Kurt Langridge, from Salmon Arm, was one of the first people at the scene of a two-vehicle collision May 5 on the highway just north of Armstrong.
Image Credit: Kurt Langridge
May 12, 2016 - 9:30 AM

SPALLUMCHEEN - One of the bystanders who helped a mother and son out of a burning vehicle near Armstrong is humbled at being called a hero.

Kurt Langridge, 29, from Salmon Arm, was on his way to work shortly before 10 a.m. May 5 when he suddenly found himself in the midst of an emergency situation.

Travelling down Highway 97 A, Langridge came upon a serious two-vehicle car crash at the intersection with McLeod Road.

“I was behind a truck and I didn’t really see the collision, but I saw the car in front being spun around after it was hit,” Langridge says.

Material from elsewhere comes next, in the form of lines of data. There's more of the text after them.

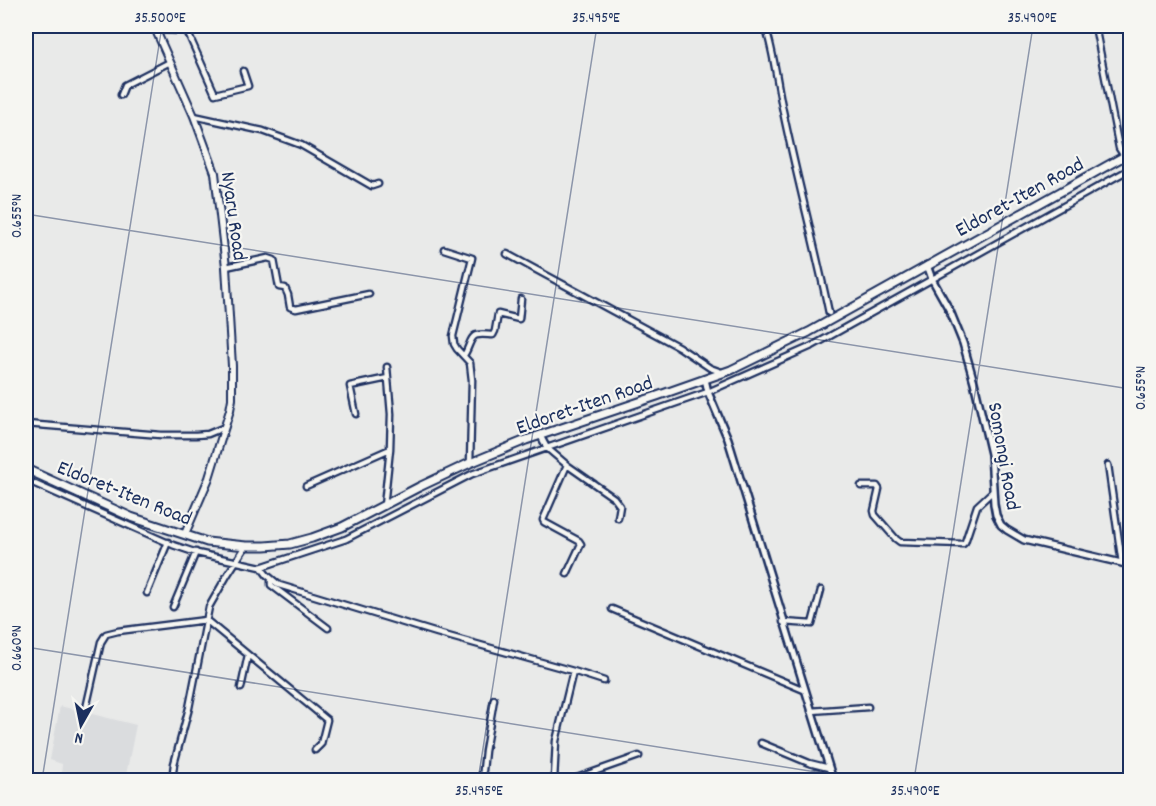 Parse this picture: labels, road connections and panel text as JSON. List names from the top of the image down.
{
  "streets": {
    "main road": ["Eldoret-Iten Road", "Nyaru Road"],
    "street": ["Somongi Road"]
  },
  "crossings": [
    ["Eldoret-Iten Road", "Nyaru Road"],
    ["Eldoret-Iten Road", "Somongi Road"]
  ],
  "north": "bottom",
  "coordinates": [
    "35.500°E",
    "35.495°E",
    "35.490°E",
    "0.655°N",
    "0.660°N"
  ]
}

Both he and the truck driver in front of him pulled over immediately and got out to help. A small fire had already started in the vehicle. 

“He ran out and actually pulled the guy out of the car. I went over to give him a hand. The guy’s mom was in there too but she got out on her own. I stayed with her and took her where she could sit down and catch her breath,” Langridge says, adding the man was screaming in pain.

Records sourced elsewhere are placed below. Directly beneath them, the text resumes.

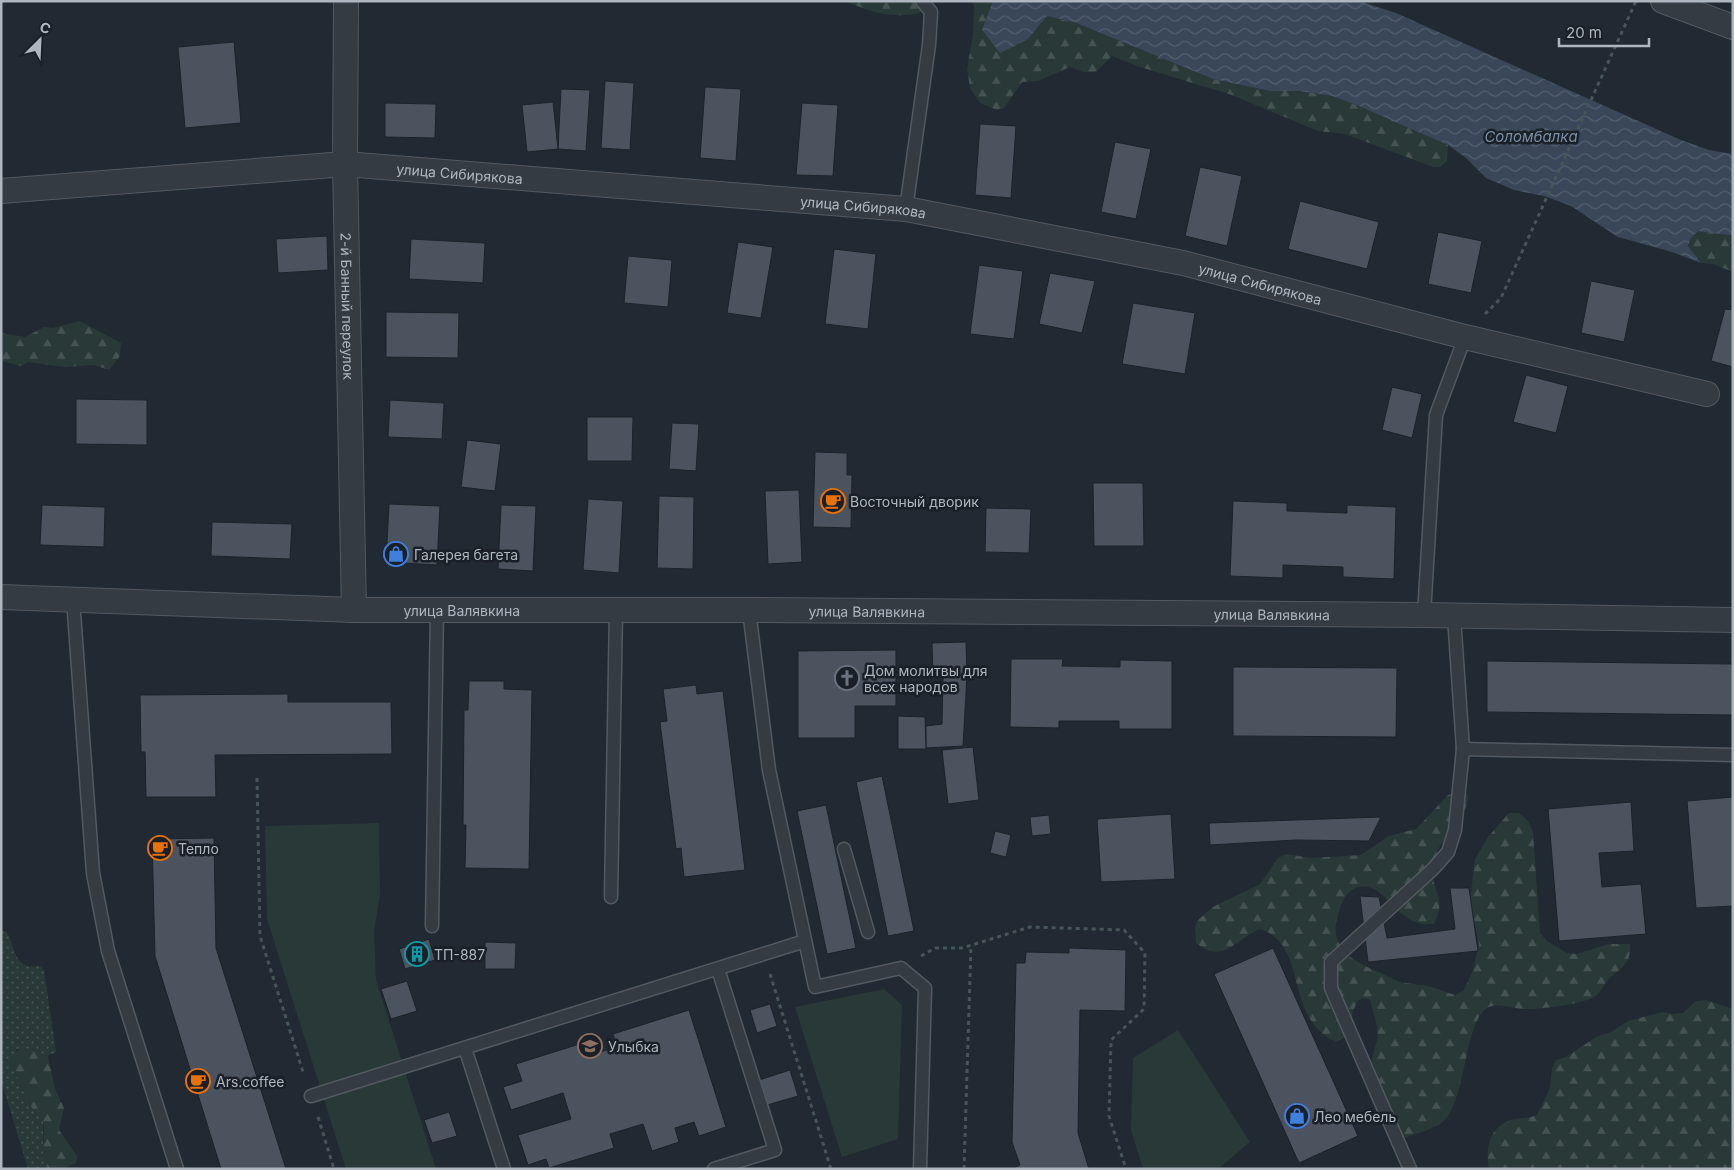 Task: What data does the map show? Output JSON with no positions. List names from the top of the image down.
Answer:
{
  "streets": {
    "street": ["улица Сибирякова", "2-й Банный переулок", "улица Валявкина"]
  },
  "crossings": [
    ["улица Сибирякова", "2-й Банный переулок"],
    ["2-й Банный переулок", "улица Валявкина"]
  ],
  "water": ["Соломбалка"],
  "places": {
    "cafe": ["Восточный дворик", "Тепло", "Ars.coffee"],
    "shop": ["Галерея багета", "Лео мебель"],
    "church": ["Дом молитвы для всех народов"],
    "building": ["ТП-887"],
    "school or university": ["Улыбка"]
  },
  "scale_bar": "20 m",
  "north": "top right"
}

Once they got the occupants out, Langridge says the fire quickly began to grow. Within a couple of minutes, it was engulfed in flames.

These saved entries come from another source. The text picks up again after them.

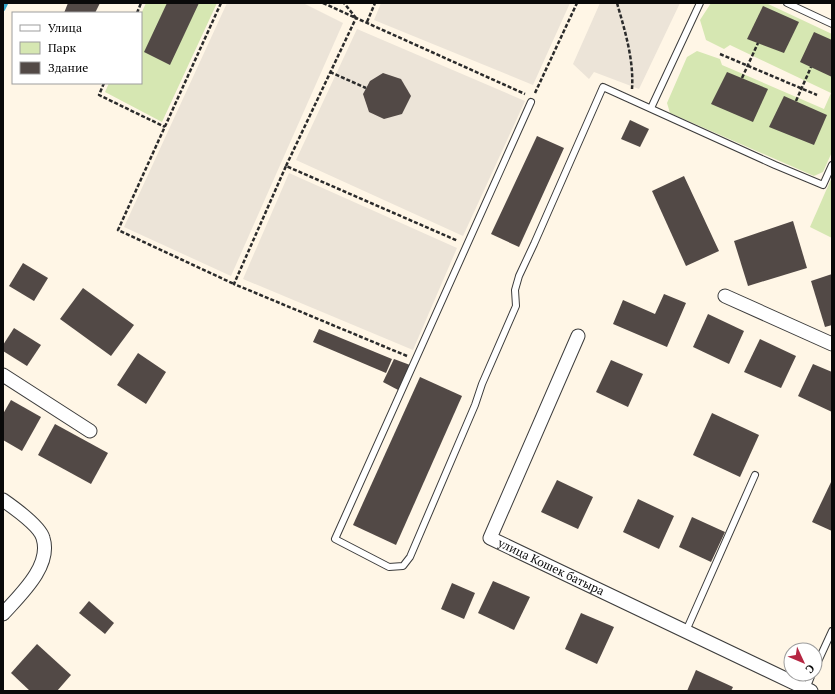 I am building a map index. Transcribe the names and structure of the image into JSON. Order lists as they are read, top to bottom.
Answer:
{
  "streets": {
    "street": ["улица Кошек батыра"]
  },
  "legend": ["Улица", "Парк", "Здание"],
  "north": "bottom right"
}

“The tires started popping and making noise, so we took them back further in case it blew,” Langridge says.

He doesn’t want to think of what would have happened if the mother and son hadn’t gotten out when they did.

“It would have been a different story,” he says.

The father of the 46-year-old Lake Country man they helped pull from the vehicle calls them heroes, and is grateful to them for saving his son’s life.

But Langridge says he was just acting on instinct, doing what he hopes someone else would do for him.

“You see someone in a car, there’s an accident, there’s flames — you just go into survival mode I guess,” he says.

While he was disappointed to see a number of drivers trying to get through the crash scene instead of staying back, he was encouraged to see roughly five people stop to help.

“It’s good when people act quickly and just think of other peoples’ needs before their own,” he says.

Langridge was surprised when he heard the father of the man he helped was trying to find him, and the other bystanders.

“I appreciate that, it’s pretty unexpected,” he says.

The father intends to recommend the men for a medal of bravery for their heroism.

To contact a reporter for this story, email Charlotte Helston or call 250-309-5230 or email the editor. You can also submit photos, videos or news tips to the newsroom and be entered to win a monthly prize draw.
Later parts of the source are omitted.